In the contest of this evolving phase of 21st century history, one column reader has these concerns:

“Are John Key’s advisers completely ignorant of what China is doing in the rest of the world? We are almost the last to be picked off.

“This is what is happening in the world beyond these shores. China has taken advantage of Greece’s weakness and bought half of the ancient port of Piraeus in Greece intending to develop it into a port as big as Rotterdam.

“They can then inject their exports all through Europe on the fast rail network they are building in Europe. Piraeus will also give them access to the Black Sea and into Russia. The Greeks are rioting about it.

“And they haven’t yet had the experience of China’s domination. Africa already has though – so much so that Prime Minister Mbeki has said Africa is an economic colony of China.

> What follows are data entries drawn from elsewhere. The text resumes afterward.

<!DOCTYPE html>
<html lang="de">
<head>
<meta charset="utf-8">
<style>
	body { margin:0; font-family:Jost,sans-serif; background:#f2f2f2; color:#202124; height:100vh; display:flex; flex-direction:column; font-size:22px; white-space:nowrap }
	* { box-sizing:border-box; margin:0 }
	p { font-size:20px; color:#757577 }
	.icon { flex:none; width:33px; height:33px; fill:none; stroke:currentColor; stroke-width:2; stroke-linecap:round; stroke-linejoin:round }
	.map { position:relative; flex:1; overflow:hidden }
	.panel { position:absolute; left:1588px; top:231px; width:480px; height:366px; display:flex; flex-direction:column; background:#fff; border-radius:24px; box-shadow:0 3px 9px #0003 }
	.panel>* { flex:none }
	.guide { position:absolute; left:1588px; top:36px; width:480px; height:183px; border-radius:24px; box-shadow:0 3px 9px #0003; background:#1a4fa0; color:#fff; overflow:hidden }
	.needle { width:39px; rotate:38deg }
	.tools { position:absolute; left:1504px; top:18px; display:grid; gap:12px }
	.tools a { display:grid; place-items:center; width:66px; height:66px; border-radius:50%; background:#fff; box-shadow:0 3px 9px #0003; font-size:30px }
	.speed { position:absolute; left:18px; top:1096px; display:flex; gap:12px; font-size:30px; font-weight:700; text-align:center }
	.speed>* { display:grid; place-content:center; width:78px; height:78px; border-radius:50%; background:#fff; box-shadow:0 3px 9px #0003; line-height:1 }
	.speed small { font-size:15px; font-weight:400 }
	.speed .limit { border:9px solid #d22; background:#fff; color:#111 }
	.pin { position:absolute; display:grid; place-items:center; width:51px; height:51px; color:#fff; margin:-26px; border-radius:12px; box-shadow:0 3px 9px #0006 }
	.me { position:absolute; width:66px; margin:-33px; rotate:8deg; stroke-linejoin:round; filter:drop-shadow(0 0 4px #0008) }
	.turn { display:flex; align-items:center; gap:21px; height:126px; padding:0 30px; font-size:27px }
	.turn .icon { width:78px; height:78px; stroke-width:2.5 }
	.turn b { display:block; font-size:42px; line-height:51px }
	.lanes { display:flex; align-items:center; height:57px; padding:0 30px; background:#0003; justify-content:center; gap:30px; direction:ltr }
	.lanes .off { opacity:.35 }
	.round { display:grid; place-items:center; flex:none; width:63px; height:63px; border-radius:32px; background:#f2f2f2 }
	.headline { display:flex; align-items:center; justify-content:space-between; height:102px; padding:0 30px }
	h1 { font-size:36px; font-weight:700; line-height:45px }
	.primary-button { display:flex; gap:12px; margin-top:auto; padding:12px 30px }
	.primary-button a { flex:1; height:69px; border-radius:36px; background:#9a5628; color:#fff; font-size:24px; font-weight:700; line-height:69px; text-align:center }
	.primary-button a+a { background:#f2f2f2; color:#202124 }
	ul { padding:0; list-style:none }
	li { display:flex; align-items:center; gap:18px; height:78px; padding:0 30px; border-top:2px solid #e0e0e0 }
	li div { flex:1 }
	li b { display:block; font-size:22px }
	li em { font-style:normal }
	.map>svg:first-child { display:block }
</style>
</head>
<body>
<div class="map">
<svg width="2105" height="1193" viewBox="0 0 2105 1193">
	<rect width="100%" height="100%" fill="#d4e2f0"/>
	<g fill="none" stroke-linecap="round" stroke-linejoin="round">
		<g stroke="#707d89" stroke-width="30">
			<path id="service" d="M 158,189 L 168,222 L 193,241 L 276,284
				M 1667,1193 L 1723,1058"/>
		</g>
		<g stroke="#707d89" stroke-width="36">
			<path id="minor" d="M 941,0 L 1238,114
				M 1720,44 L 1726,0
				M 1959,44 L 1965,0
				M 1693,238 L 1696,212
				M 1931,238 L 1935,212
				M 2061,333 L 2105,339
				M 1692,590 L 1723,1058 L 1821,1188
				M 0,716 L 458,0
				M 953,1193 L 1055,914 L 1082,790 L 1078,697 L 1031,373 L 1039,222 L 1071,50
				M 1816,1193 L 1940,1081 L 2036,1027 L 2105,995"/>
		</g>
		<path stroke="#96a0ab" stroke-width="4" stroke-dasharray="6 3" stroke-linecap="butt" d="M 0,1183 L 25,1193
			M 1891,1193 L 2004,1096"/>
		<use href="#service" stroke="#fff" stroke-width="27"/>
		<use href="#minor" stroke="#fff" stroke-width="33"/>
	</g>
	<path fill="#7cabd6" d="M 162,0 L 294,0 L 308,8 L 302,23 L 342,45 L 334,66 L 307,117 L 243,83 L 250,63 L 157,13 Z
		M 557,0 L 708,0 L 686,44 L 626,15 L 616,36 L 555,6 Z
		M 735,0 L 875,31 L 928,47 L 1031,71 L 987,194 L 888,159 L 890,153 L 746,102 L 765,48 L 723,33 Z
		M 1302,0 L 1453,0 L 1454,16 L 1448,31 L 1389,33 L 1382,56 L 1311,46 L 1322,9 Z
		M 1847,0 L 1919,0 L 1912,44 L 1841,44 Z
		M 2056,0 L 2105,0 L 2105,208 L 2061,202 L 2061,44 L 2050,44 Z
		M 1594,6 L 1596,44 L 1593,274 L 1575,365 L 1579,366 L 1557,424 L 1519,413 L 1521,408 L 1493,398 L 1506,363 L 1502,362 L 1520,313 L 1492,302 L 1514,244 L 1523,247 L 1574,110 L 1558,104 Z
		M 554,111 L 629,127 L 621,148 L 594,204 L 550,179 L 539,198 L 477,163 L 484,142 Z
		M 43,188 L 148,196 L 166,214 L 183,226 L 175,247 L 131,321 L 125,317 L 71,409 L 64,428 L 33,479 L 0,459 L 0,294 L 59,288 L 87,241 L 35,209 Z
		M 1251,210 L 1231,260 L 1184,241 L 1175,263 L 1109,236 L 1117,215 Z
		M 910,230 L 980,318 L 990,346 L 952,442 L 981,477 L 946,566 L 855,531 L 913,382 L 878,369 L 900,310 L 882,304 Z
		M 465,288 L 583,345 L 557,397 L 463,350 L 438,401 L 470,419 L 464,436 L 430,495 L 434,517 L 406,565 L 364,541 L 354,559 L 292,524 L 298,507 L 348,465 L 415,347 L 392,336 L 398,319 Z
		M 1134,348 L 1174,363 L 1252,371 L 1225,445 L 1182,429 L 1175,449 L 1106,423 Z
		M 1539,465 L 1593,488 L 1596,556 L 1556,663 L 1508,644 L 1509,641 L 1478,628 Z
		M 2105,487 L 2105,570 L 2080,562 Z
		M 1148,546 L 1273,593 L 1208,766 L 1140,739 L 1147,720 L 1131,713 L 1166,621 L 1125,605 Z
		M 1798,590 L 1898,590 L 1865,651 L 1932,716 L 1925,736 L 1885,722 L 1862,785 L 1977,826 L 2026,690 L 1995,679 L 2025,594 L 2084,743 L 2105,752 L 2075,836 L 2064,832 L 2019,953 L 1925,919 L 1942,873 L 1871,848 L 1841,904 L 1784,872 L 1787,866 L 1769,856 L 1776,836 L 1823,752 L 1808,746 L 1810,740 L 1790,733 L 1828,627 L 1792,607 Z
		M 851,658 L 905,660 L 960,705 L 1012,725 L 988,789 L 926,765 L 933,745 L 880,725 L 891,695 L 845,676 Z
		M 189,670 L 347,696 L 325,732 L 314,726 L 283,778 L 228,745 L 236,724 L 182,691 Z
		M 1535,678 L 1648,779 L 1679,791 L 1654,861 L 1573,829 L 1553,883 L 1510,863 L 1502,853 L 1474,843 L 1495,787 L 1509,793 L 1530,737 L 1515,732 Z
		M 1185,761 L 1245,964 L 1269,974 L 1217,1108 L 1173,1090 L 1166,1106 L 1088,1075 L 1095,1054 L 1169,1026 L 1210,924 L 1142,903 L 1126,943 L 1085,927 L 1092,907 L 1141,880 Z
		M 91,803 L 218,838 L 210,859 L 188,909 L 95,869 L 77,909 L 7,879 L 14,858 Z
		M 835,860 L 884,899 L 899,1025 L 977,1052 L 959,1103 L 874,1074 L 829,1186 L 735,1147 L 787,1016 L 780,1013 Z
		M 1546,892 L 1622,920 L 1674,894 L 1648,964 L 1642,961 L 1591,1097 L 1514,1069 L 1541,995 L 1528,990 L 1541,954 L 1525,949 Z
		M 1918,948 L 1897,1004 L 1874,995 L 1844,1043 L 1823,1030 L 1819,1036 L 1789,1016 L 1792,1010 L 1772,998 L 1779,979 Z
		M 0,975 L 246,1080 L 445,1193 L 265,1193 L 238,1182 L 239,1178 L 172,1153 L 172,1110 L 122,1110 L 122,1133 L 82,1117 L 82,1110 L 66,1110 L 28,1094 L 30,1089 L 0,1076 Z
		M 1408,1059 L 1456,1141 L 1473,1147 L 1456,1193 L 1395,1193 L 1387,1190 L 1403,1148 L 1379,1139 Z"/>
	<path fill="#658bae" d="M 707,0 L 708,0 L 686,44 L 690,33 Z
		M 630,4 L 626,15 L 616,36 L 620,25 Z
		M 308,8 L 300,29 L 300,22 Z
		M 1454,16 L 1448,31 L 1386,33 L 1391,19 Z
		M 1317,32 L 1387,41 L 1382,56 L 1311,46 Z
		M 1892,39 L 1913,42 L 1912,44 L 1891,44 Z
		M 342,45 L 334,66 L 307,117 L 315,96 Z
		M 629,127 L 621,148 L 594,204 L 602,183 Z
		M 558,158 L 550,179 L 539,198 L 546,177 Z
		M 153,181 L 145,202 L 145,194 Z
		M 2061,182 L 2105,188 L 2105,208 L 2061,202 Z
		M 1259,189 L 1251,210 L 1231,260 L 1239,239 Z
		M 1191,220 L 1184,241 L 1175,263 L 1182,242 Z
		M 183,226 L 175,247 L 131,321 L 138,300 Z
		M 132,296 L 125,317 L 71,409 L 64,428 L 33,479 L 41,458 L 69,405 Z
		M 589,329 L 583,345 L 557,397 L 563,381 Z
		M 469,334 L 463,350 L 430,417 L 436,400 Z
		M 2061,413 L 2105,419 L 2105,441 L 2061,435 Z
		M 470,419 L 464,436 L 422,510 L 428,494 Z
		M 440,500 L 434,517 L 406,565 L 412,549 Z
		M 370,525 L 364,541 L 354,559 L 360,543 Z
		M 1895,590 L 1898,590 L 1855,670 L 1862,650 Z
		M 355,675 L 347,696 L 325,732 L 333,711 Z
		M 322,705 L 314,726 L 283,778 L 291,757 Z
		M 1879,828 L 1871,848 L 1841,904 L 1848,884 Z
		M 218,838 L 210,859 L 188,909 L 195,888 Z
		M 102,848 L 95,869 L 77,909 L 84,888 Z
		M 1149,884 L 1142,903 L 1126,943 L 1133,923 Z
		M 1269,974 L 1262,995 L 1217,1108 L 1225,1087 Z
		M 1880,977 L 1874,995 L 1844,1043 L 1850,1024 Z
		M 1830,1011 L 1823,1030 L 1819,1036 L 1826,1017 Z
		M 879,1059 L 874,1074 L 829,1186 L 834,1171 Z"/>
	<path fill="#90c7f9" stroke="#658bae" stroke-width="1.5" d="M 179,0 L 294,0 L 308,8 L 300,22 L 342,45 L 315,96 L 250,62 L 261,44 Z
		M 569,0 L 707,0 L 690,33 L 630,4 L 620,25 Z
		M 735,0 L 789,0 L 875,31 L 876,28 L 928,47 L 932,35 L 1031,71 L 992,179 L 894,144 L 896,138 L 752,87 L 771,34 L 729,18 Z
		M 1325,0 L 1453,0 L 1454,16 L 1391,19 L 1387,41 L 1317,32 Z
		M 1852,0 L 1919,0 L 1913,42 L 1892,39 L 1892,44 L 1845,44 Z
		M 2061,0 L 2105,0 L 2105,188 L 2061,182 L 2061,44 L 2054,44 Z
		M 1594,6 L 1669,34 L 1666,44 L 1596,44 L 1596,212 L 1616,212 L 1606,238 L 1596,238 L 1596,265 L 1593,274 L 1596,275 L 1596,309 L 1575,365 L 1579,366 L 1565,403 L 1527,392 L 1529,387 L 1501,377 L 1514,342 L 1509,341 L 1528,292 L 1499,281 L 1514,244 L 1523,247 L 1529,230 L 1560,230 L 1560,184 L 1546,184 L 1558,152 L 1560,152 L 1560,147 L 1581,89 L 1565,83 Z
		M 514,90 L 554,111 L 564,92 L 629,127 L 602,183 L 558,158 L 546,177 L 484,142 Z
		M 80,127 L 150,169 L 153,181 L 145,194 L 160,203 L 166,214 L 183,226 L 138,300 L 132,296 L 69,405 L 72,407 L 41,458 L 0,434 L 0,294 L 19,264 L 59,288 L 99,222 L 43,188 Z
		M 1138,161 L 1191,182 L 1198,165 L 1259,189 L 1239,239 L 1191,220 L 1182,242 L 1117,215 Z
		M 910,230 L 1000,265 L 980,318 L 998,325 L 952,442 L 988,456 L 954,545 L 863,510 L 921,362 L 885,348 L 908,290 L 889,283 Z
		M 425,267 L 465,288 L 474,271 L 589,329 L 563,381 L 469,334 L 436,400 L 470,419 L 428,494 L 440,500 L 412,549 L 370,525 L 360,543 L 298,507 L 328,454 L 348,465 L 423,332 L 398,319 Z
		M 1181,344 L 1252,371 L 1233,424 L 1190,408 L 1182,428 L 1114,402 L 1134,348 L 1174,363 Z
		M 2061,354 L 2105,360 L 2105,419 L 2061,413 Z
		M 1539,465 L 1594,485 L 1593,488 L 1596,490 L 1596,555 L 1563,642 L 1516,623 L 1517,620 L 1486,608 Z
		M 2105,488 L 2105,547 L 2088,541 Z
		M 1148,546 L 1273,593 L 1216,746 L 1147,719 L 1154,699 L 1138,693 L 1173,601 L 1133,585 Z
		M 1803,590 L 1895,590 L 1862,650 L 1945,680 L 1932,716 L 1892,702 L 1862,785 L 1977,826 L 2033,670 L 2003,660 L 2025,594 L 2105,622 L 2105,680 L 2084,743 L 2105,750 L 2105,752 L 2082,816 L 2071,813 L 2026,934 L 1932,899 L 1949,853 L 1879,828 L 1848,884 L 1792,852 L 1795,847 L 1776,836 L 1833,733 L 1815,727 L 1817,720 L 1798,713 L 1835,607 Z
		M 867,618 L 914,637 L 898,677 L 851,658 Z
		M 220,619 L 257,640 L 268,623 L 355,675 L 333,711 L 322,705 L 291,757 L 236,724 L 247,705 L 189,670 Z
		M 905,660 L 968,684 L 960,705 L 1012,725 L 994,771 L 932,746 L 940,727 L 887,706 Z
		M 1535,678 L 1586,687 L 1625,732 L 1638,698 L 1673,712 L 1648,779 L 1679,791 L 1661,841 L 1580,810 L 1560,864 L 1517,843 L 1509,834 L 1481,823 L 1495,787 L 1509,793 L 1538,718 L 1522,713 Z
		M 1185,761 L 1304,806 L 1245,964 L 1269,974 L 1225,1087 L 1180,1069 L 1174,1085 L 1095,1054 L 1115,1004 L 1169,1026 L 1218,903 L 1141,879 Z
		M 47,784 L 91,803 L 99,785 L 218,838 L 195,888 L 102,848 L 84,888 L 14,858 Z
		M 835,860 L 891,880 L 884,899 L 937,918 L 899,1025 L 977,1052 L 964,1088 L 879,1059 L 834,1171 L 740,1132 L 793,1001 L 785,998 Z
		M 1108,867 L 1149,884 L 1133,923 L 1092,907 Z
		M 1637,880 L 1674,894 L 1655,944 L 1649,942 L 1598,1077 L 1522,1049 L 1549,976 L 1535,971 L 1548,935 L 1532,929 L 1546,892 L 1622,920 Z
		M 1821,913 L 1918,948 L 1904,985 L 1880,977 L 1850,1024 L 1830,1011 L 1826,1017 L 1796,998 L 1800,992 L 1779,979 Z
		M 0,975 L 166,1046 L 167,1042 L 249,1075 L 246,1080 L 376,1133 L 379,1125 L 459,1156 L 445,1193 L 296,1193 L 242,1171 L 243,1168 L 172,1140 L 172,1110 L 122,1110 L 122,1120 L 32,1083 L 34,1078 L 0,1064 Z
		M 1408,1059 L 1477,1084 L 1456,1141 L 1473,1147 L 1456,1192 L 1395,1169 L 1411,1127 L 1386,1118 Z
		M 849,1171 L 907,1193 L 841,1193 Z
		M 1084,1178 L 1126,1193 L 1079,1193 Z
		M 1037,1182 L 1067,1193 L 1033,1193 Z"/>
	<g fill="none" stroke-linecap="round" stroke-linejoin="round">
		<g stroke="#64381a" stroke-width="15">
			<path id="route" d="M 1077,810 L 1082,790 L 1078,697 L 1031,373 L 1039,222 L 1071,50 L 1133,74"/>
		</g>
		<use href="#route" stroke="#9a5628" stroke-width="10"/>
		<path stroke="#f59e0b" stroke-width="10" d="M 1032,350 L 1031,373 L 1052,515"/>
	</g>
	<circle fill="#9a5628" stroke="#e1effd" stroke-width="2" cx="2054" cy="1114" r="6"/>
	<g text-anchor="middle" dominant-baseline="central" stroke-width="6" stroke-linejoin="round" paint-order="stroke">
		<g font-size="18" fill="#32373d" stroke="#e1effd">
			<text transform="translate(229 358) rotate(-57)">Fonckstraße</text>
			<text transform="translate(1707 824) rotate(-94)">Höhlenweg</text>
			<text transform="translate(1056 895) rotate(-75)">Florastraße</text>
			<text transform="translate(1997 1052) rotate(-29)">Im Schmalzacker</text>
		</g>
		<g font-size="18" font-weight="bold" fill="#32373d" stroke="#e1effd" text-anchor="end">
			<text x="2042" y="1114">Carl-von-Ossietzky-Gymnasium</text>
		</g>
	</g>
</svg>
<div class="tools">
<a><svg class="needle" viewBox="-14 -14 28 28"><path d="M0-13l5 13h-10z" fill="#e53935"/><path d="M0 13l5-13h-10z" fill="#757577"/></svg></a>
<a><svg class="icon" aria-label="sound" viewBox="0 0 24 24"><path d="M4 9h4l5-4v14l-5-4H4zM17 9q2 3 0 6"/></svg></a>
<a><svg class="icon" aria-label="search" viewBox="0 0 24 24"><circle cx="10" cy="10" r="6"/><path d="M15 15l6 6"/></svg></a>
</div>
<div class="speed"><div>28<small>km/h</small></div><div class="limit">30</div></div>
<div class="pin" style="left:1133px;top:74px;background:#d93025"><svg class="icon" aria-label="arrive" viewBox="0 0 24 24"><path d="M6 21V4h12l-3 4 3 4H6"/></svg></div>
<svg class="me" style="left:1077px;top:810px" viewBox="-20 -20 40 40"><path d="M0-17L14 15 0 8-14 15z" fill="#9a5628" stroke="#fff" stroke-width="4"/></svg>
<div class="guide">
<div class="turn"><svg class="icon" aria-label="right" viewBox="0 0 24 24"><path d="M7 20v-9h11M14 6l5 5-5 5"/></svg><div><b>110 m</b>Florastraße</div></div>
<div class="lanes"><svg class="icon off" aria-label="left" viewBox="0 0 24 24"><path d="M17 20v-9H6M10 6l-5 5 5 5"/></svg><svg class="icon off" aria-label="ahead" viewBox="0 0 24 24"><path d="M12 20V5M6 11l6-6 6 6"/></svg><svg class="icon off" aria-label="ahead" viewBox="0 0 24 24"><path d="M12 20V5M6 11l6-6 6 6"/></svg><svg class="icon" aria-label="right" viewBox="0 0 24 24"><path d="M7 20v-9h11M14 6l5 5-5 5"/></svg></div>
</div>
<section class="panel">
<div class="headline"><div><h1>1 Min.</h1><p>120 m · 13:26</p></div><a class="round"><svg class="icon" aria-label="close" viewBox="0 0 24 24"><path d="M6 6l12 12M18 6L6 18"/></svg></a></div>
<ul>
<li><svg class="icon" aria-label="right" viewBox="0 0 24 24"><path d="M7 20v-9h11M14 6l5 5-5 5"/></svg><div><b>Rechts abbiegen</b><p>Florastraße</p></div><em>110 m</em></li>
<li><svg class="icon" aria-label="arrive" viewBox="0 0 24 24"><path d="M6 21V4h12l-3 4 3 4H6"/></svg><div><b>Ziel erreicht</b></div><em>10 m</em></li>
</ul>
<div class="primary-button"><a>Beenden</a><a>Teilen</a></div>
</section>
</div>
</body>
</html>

“But as Martin Jacques, author of When China Rules The World, has pointed out, with economic domination comes cultural domination. China’s civilisation will also dominate the world.

“Michael Sata, opposition leader in Zambia where there are 80,000 Chinese workers, says China has `little interest in human rights … they’re only interested in exploiting African resources, bringing in their own workers and equipment and paying no taxes … We want the old colonial rulers to return. They exploited our natural resources too, but they took care of us, they built schools, taught us their language and brought us British civilisation’.

“Already mine disasters have been covered up and there have been riots all over Africa about working conditions in Chinese companies.

“Anyone who has lived in a Chinese society knows that Chinese culture is not interested in human rights, or accepted world norms of behaviour in trade and international affairs, is careless of the environment and cruel to animals. Desertification and pollution in China have so diminished the amount of agricultural land that the Chinese are buying up land in other countries to feed their people. In Zimbabwe they are acquiring the farms white settlers were expelled from, and Robert Mugabe has been given, among other titles, `China’s No 1 Friend’.

“South Australian MP Robert Brokenshire has talked of Chinese vultures circling Australian farms, while in the US, they are buying up big – time, both mortgaged homes and firms.

“Among six firms just acquired in Pennsylvania is a wood industry where a Mr Yu was quoted as saying he’s bought because `Pennsylvania has good hardwood resources and the aboriginal people in the North Pennsylvanian woods are good workers’. He was referring to the religious Amish people.

“Canada and the US ended their traditional trade in beef and wood in 2002 to make trade agreements with China. This thin end of the wedge has prompted a worried reaction that there are only 30 million Canadians and the Chinese have an army of two million if they wanted to dominate Canada more directly.

“Then there is China’s so-called String of Pearls all round Asia – ports they’ve financed and developed in Bangladesh, Pakistan, six in Myanmar, more in Thailand and Cambodia, thus ringing their rival India. These trade routes between ports all the way back to China, not only transport oil, but the ports can also be turned into a military threat. The ports and their routes spread across the Indian Ocean, to Sri Lanka, Maldives, islands in the Arabian Sea, the Persian Gulf, and up to Gwador in Pakistan.

“This list is only a cursory skim through all China’s interests spreading around the world.

“If we allow Chinese investment in New Zealand land and farms, we give away our sovereignty over them, because China simply ignores local laws and customs if they don’t suit them. We will be unable to protect the animals or the environment from their methods of ruthless exploitation.

“And when economic domination occurs, so does cultural domination. We will lose our belief in a compassionate society, where reverence for life and respect for the environment will be a thing of the past.

“Waving flags to free Tibet will become irrelevant if the spread of Chinese power goes unchecked in this country.”